I didn’t almost forget about Canada Day, but I was going to let it pass without much acknowledgement because I hadn’t planned on making any Canadian dishes. Then, as I sat on the couch last night, I realized it would be wrong to not pay homage to the food of my countrymen. I am, after all, half Canadian thanks to Mama Buddha, and am even passport eligible. Not only that, I spent 18 years of summer vacations playing it its fields, swinging in its trees, swimming in its lakes and eating its food. Canada would have its day.
I was trying to think of what to make when I came across this article from the Huffington Post. As I perused the list of trademark Canadian foods, I was surprised to learn that some of those things that I’d eat at grandma and grandpa’s house were actually Canadian food, not just old people food. Go figure.
I settled on a combination dessert, an ice cream sundae. One of my favorite things in life. I figured I’d use some Tim Horton’s coffee to make a coffee-caramel to top ice cream sprinkled with some crushed Coffee Crisps.
As for Coffee Crisp, they’re a Canada-only candy bar that is sort of like a coffee flavored Kit Kat, not all that coffee-y and not really all that Kit Kat-y. Horrible description, I guess, but I just so happened to have some stowed away in my office desk drawer from my little field trip to Buffalo last November. And because Tim Horton’s has crossed the border into Michigan and Ohio, I regularly have some of the good stuff in my freezer for weekend coffee breaks. Done and Done.
While the candy bars aren’t exactly dairy or gluten free, there was no reason not to try and make the caramel tummy friendly. With that, I scoured the web and settled on some dairy-free replacements for the butter and cream.

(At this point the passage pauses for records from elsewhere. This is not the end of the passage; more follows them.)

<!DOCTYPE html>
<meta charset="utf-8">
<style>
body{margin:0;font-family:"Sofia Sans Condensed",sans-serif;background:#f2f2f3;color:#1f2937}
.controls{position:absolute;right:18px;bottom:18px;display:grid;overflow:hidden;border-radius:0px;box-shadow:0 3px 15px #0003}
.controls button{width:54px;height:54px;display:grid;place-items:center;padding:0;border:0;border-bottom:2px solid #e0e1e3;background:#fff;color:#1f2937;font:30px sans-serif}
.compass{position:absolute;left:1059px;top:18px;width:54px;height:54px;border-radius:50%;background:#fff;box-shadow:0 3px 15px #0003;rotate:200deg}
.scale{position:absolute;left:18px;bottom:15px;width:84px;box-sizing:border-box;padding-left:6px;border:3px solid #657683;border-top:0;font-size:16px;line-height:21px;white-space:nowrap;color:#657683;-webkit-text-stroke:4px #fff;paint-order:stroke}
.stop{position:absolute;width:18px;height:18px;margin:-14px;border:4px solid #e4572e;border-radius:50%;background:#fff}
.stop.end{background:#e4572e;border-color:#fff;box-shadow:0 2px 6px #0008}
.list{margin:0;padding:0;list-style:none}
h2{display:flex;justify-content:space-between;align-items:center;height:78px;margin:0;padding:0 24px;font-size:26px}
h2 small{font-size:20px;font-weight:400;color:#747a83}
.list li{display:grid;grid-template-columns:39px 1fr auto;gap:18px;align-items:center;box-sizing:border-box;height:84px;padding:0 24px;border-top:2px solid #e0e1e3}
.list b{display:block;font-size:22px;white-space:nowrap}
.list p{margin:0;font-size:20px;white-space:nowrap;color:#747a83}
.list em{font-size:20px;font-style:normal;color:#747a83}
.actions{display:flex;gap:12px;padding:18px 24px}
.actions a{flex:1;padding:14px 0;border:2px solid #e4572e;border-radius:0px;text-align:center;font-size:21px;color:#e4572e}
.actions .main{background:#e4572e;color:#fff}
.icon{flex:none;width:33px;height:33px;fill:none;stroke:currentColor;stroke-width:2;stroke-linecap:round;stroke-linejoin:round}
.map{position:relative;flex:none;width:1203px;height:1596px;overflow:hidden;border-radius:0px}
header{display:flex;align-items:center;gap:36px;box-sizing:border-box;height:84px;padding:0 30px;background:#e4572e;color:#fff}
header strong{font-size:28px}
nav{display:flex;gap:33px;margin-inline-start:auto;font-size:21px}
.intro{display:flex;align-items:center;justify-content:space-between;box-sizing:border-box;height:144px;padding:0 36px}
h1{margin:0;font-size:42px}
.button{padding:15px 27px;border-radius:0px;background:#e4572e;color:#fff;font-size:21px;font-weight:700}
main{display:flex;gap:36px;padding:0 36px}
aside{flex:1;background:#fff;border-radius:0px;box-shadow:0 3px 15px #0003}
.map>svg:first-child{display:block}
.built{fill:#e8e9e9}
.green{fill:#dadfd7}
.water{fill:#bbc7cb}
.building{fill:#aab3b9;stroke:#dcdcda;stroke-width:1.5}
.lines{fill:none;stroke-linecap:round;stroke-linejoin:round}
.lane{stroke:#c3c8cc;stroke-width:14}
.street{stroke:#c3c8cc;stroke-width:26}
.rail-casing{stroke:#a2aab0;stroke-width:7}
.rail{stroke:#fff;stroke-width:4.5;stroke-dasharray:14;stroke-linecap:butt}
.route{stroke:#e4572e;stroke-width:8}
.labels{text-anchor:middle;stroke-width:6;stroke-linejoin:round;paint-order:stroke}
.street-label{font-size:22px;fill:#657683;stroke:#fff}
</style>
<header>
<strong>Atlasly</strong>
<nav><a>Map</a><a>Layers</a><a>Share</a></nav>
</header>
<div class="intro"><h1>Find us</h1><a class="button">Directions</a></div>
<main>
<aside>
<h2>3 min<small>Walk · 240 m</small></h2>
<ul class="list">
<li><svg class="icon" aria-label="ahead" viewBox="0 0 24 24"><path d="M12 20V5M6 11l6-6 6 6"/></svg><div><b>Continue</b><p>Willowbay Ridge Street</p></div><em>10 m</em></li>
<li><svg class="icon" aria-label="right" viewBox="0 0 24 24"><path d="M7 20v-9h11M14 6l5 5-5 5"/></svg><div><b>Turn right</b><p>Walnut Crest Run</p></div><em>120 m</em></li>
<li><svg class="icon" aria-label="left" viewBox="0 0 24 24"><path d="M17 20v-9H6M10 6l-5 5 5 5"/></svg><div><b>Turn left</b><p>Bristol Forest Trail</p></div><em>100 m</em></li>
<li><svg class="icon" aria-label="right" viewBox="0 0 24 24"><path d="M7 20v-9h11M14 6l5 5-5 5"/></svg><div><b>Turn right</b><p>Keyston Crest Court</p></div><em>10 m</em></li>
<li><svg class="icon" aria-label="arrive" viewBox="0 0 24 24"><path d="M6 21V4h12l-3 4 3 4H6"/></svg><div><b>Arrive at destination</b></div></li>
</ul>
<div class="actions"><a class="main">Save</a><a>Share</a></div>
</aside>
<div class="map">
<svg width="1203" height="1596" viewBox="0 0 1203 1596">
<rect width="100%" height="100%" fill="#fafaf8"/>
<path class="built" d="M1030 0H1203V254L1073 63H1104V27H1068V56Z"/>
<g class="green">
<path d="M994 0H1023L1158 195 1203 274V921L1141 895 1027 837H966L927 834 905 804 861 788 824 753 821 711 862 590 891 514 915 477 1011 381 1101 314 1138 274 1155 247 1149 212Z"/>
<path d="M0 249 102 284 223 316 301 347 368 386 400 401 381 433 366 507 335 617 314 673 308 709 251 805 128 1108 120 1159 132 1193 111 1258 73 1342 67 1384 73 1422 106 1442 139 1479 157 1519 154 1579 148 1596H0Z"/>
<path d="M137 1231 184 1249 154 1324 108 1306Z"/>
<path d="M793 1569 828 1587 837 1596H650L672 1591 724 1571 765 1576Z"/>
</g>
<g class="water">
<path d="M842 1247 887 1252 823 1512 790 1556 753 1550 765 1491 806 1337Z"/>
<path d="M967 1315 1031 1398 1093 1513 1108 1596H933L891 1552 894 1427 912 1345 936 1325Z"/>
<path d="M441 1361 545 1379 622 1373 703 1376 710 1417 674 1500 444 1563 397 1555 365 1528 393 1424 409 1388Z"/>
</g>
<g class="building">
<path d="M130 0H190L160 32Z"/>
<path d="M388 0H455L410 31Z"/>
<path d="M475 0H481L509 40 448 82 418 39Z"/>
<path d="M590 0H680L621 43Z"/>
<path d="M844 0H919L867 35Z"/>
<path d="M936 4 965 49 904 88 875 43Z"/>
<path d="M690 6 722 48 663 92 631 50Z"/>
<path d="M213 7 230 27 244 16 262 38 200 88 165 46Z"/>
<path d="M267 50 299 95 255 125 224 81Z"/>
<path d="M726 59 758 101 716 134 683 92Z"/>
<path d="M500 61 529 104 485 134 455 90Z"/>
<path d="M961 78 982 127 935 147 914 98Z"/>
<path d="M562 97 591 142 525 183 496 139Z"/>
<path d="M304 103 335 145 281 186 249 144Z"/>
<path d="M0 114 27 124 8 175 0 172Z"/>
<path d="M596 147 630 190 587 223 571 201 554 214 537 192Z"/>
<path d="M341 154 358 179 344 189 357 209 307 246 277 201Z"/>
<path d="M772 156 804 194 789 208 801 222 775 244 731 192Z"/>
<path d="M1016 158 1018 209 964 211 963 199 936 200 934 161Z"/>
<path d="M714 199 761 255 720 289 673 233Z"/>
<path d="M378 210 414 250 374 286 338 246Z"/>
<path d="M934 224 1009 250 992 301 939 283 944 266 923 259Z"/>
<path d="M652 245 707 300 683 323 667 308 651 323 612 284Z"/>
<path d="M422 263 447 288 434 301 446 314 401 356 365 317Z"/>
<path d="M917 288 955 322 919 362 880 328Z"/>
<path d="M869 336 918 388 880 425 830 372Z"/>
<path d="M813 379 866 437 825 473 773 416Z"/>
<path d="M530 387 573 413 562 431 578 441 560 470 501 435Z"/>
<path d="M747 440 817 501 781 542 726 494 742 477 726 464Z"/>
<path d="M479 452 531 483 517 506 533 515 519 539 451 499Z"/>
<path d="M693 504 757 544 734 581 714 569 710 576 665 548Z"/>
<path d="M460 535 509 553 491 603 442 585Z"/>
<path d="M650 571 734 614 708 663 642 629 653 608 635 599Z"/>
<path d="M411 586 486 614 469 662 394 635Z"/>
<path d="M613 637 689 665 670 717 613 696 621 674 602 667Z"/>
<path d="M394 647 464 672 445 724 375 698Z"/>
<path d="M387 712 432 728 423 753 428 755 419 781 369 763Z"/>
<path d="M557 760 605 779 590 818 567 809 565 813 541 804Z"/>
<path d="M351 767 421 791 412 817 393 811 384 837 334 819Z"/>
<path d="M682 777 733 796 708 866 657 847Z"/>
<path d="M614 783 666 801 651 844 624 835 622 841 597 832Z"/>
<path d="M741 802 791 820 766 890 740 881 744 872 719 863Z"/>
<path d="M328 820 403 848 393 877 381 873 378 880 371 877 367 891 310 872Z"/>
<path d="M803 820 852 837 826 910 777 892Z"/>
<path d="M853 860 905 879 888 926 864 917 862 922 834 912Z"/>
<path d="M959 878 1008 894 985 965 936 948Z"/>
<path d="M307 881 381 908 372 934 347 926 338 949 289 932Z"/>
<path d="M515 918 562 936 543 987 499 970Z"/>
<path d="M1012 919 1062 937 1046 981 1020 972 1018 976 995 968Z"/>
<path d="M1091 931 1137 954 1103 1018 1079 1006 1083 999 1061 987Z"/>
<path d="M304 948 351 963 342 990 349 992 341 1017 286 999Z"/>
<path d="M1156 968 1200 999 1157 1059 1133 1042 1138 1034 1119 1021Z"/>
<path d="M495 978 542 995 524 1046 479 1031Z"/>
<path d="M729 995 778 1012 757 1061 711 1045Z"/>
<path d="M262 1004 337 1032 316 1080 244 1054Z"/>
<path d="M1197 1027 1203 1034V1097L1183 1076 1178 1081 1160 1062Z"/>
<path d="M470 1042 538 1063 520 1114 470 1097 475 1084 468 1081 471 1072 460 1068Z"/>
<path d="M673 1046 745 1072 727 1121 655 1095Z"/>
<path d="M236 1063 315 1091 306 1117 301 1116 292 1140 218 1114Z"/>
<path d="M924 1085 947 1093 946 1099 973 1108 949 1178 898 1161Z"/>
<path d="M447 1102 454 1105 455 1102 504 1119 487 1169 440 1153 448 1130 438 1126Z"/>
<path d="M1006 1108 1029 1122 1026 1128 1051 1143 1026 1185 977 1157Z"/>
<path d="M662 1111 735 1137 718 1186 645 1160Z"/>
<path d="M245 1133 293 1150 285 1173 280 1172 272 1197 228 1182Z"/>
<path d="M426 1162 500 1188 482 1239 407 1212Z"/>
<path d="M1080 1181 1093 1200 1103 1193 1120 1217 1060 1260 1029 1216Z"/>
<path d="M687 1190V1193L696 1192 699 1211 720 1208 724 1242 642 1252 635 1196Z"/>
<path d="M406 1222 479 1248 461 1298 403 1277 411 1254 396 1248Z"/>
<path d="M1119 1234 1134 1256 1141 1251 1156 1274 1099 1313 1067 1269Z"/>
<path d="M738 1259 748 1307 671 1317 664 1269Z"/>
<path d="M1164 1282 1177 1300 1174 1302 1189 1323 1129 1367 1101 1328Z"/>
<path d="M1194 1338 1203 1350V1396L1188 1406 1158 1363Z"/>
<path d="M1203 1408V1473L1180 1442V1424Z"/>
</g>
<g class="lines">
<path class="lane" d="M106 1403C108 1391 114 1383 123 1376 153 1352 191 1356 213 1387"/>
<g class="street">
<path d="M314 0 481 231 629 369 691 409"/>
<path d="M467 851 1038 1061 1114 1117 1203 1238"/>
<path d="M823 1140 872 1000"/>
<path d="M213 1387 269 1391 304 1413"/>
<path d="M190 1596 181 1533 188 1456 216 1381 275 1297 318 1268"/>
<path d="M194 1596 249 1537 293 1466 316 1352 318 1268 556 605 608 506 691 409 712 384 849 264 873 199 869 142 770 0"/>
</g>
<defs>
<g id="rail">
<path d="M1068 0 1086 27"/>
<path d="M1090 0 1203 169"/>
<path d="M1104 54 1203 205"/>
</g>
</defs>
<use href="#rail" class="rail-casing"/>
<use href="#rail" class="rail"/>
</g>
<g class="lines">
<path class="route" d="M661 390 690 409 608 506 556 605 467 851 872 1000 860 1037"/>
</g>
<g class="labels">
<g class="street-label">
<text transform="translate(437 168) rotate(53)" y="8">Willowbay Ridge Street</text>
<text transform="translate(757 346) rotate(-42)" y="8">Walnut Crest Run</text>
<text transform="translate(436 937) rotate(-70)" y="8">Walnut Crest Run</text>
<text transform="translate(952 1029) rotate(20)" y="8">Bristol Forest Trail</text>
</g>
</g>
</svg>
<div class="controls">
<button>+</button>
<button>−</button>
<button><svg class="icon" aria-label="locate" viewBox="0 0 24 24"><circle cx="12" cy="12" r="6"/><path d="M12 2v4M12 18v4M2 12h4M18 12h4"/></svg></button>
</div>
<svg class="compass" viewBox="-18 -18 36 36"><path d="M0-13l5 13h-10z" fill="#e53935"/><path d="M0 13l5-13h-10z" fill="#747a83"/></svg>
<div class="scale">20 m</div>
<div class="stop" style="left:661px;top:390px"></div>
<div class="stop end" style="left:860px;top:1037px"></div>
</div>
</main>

It’s funny how necessity becomes the mother of invention and what started as a simple coffee-caramel sauce became something genius. BACON INFUSED coffee caramel sauce. How does this just happen, you may ask?

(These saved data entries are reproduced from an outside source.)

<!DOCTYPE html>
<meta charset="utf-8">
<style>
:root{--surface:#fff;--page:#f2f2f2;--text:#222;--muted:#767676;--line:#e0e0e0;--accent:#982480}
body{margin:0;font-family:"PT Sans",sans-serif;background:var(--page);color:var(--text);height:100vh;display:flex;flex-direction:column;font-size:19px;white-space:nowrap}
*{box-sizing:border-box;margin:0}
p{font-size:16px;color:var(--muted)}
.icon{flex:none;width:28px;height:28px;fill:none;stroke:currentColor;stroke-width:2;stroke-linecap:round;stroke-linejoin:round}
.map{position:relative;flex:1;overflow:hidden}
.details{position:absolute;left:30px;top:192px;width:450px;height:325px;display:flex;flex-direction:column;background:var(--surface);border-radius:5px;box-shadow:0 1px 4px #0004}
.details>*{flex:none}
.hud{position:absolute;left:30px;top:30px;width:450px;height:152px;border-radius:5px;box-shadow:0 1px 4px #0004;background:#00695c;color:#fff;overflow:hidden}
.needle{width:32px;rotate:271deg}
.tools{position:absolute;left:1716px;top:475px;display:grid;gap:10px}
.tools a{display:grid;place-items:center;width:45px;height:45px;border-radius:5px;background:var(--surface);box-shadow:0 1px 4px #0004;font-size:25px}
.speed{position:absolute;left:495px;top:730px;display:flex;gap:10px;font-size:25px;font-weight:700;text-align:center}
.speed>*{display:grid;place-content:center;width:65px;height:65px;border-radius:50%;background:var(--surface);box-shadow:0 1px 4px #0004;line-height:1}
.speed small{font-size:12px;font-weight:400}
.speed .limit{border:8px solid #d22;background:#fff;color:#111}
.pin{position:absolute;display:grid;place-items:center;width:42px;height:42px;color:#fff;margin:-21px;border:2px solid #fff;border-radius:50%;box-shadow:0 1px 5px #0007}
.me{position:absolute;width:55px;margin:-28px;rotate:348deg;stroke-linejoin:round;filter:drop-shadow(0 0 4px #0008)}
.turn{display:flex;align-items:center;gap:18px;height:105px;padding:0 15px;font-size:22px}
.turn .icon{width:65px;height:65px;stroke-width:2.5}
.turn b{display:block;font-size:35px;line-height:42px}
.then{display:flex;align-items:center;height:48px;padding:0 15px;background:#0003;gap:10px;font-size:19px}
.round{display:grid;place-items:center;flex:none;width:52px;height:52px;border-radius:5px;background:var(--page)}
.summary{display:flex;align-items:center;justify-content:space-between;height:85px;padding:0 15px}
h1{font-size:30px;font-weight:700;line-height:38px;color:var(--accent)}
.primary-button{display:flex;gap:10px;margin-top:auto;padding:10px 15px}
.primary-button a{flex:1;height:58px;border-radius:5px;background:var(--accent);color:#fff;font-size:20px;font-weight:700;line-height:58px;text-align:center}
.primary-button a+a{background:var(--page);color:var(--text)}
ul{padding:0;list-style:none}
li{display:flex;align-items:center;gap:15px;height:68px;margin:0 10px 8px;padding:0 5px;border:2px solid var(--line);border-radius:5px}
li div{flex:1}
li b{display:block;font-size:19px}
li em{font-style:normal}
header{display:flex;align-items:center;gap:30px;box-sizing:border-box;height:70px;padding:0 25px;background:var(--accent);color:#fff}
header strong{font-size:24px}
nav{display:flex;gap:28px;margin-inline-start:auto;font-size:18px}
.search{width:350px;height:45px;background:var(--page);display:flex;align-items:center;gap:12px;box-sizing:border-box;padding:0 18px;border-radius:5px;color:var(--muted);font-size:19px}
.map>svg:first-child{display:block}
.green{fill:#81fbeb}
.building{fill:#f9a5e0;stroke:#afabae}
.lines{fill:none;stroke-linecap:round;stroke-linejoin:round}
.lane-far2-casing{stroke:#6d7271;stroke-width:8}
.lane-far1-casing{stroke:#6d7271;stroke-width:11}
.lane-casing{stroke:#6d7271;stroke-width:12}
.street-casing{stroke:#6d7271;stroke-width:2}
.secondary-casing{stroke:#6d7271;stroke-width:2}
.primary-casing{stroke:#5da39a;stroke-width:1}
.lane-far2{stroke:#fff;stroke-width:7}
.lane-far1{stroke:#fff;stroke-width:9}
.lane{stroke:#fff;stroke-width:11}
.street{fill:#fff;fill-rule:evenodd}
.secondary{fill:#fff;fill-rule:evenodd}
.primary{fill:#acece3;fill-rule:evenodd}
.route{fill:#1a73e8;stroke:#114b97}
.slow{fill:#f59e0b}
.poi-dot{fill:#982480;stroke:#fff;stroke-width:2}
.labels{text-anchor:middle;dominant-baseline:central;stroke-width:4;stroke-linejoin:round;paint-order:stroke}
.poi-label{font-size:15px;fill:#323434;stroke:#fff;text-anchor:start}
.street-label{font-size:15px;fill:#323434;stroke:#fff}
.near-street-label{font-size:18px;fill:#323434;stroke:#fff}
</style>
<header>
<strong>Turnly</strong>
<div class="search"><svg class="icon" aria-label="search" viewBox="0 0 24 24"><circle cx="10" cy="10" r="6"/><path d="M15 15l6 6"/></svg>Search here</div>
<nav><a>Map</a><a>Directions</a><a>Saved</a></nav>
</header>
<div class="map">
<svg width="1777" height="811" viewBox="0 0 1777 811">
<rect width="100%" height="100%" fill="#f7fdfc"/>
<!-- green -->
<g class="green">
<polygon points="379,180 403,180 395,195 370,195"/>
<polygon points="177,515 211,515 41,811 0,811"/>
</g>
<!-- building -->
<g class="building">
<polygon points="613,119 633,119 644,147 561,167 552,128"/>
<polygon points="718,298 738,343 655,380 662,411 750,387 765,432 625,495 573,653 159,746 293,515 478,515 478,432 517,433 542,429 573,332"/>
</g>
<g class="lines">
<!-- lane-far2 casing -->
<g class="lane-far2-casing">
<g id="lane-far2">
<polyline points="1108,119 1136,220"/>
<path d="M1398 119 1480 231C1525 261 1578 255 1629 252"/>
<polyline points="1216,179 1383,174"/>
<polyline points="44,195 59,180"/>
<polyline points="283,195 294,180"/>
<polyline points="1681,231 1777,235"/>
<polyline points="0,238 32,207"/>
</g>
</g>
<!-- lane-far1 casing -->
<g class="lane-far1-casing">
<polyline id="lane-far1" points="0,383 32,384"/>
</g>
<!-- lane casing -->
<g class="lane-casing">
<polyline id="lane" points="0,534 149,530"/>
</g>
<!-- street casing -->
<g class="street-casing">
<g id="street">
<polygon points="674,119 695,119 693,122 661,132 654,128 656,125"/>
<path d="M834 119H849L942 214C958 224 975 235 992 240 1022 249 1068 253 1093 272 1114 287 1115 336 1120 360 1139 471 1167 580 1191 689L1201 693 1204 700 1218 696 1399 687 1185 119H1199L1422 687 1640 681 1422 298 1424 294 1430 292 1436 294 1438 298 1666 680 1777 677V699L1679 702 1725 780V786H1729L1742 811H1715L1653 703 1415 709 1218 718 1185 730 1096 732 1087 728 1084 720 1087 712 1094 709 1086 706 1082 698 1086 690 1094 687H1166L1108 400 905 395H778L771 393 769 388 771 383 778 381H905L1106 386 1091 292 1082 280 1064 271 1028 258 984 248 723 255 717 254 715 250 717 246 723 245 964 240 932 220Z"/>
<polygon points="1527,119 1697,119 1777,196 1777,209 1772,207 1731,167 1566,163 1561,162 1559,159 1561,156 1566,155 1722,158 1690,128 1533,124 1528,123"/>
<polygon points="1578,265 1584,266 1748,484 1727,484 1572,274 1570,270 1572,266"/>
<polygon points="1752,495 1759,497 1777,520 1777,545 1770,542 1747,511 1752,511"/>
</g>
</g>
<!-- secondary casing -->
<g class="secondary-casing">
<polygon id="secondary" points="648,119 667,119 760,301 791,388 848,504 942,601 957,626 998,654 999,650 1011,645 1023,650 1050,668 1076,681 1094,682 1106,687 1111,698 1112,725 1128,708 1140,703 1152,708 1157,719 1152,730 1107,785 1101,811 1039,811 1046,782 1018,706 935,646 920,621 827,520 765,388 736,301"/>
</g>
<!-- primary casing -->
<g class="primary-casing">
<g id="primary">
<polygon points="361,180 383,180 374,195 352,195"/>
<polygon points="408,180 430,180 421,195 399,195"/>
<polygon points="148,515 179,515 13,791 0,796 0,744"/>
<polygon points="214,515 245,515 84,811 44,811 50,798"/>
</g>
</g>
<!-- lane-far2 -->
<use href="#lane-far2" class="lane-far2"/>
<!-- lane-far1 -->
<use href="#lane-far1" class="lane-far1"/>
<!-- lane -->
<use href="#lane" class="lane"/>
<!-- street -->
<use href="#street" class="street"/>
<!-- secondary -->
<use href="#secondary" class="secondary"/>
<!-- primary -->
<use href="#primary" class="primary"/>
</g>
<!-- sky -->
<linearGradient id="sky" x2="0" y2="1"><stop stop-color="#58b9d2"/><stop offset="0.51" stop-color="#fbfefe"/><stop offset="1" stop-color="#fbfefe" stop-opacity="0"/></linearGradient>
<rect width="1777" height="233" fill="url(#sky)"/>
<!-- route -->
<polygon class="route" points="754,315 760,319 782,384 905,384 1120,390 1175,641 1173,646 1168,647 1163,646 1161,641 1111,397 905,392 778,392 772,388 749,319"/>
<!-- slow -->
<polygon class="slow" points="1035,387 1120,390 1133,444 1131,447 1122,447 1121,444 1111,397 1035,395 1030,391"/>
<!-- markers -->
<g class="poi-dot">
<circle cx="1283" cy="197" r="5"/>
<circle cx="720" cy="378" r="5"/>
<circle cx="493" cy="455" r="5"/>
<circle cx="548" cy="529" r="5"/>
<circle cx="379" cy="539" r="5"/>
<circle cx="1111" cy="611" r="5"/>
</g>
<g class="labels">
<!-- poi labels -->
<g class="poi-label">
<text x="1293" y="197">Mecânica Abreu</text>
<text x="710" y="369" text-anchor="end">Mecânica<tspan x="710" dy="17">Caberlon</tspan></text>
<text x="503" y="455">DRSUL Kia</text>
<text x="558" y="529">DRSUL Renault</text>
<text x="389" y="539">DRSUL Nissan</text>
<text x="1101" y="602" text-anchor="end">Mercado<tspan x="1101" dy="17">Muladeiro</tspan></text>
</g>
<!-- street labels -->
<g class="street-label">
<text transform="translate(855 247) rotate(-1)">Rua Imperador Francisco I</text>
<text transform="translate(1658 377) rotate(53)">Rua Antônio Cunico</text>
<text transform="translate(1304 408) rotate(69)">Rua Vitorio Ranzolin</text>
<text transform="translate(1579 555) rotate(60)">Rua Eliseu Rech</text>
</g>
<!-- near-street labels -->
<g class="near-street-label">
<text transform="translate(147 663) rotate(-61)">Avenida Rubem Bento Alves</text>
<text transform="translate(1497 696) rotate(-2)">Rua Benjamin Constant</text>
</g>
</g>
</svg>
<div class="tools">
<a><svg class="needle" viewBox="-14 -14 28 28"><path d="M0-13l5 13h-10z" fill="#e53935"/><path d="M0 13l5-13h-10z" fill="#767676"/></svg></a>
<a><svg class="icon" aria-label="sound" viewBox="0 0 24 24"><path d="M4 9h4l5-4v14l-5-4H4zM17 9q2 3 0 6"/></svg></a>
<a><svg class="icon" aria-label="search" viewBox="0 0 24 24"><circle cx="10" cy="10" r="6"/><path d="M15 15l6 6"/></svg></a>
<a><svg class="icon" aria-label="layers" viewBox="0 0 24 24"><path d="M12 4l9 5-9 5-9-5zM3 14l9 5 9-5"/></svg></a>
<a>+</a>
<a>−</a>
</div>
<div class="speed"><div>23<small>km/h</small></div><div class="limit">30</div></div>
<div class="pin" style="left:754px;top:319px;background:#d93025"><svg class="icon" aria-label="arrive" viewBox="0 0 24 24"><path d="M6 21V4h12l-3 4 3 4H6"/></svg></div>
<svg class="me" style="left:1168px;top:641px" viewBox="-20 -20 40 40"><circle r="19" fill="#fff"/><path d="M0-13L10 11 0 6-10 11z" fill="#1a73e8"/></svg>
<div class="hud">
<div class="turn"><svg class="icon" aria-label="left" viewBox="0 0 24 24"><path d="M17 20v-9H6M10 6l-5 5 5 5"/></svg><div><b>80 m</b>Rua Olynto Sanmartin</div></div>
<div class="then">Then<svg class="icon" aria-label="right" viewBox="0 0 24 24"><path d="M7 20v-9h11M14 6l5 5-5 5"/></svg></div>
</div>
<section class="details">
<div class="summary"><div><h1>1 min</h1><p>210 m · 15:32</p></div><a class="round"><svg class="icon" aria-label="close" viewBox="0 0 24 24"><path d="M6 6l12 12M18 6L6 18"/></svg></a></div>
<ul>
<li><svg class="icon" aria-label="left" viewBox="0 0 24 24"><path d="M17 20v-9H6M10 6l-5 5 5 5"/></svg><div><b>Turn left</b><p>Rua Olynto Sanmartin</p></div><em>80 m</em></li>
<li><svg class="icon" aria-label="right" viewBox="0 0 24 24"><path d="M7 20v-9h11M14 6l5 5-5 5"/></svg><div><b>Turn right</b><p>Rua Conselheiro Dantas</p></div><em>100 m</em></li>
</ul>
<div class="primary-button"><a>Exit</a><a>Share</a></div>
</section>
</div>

Well, like my grandma, I have jars of bacon fat on my stovetop leftover from my weekend bacon. I don’t actually know why I have this bacon fat collection since I honestly never use it. HOWEVER, last weekend I came across a recipe for what was essentially bacon-wrapped-date ice cream that used bacon fat, so I had reserved about 2 tablespoons of clean, debris-free fat in the event that I wanted to make it. Today, as I was waiting for the sugar to caramelize, I saw it just sitting there on the counter and it hit me that I should use that bacon fat to replace some of the butter from my original recipe. Genius, right? RIGHT? AND, what else is Canada known for? BACON! This was clearly meant to be.
In the end, I replaced the cream with a mixture of coconut cream and almond milk and for the butter I used a combination of the aforementioned bacon fat and coconut oil. The result was a caramel deeper in both color and flavor than my standby salted caramel. I may have a new standby.
So, while the star of this dish started out being the Coffee Crisp, it ended up being the caramel. I mean, how could it not be, really?
- 1 cup granulated sugar
- ¼ cup brewed coffee
- ½ cup original flavor almond milk (*preferred brand Califia Farms*)
- 2 TB coconut cream
- 2 TB bacon fat
- 2 TB coconut oil, solid
- 1 tsp espresso powder
- Dissolve the brewed coffee and sugar in a medium saucepan. Put over medium heat, stirring until the sugar is dissolved. Once the sugar starts to crystallize, stop stirring.
- Dissolve the espresso powder in the almond milk and set aside.
- Let the sugar go to a dark amber stage (since the color of the coffee may make it hard to see, let it get to 345F on a candy thermometer). Once it get to this point, remove from the heat and add everything else. Put back on the heat and stir until smooth and all the chunks are gone.
- You can probably use more bacon fat if you wanted. I will probably do that next time.
The caramel may seem really liquidy but remember that it will thicken as it cools. I may have left mine on a bit too long, but let it get to the point where it coats the back of a spoon. Overcooking it may lead to crystallization. If this happens, don’t freak out because it will still taste AMAZING.
I had mine with Almond Dream Vanilla and topped my sundae with pecans because I’m a sucker for nuts, and a sucker for pecans in particular. Plus, of all the nuts in my house, I thought that the woodsy flavor of the pecan complimented the richness of the coffee and bacon.